06/18/2026 | Press release | Distributed by Public on 06/18/2026 18:48
"China appears to be deliberately suppressing the value of its currency to make its exports artificially cheap and American-made goods artificially expensive, unfairly undermining the competitiveness of U.S. manufacturers and workers."
Washington, D.C. - Following the G7 summit in Évian, France this week, U.S. Senators Elizabeth Warren (D-Mass.), Ranking Member of the Senate Banking, Housing and Urban Affairs Committee, and Senator Rick Scott (R-Fla.), sent a letter to Treasury Secretary Scott Bessent urging the Administration to take decisive action in response to China's ongoing currency manipulation and the resulting trade imbalances impacting American workers and industries.
"For roughly two decades, China's currency intervention was legible through its central bank where foreign exchange purchases showed up on the (People's Bank of China)'s balance sheet. In the last decade or so, however, it has shifted to a less visible approach- routing dollar purchases through a murky network of state-owned commercial banks, policy banks, and its sovereign wealth fund," wrote the lawmakers. "The result is a system deliberately designed to evade detection: China is the only major U.S. trading partner that does not publicly disclose its foreign exchange interventions."
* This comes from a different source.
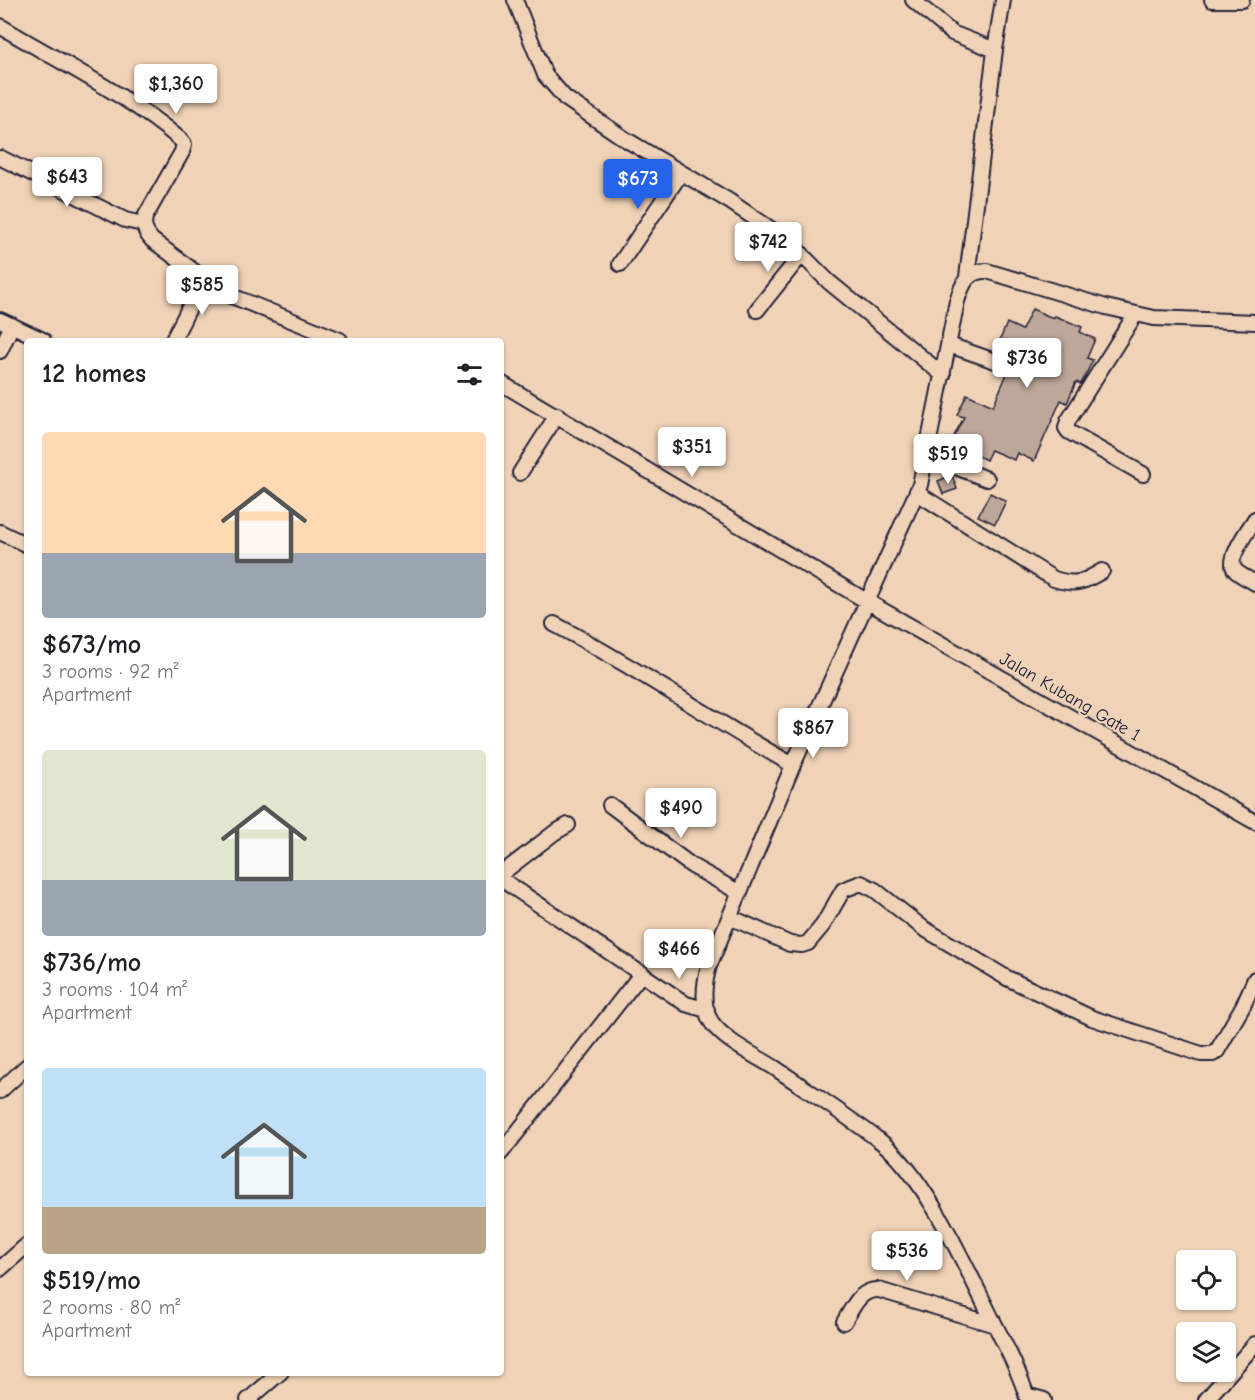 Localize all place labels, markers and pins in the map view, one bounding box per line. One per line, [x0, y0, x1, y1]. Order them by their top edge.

The lawmakers outlined their concerns surrounding China's unfair and manipulative practices on American families and workers: "China's trade surplus reached $1.2 trillion in 2025-a record high representing nearly 70 percent of all global goods trade surpluses. Under normal market conditions, a surplus that large would lead to a rise in China's currency value. That increase has yet to occur, and the reason is likely due to a deliberate policy of manipulation," continued the lawmakers. "The consequences of this manipulation on American workers are imminent. A deliberately undervalued currency acts simultaneously as a hidden subsidy on the costs of imports while making U.S. exports more expensive."
Amid the aftermath of the G7 summit with American allies around the world, the lawmakers wrote: "Our G7 allies share concerns about China's currency, and the aftermath of the summit presents an opportunity to coordinate a unified response. It is critical to mitigate the consequences and impacts of China's unfair and manipulative practices on American families and workers... Given numerous media reports following the summit, we expect that our allies would welcome continued engagement on the issue of trade imbalances with China. "
"We urge the Administration to address China's currency practices directly in the next Foreign Exchange Report-including consideration of a formal finding of manipulation-and to continue coordinating with G7 allies toward a unified response that pressures China to allow market driven appreciation and full transparency in its exchange rate practices," concluded the lawmakers.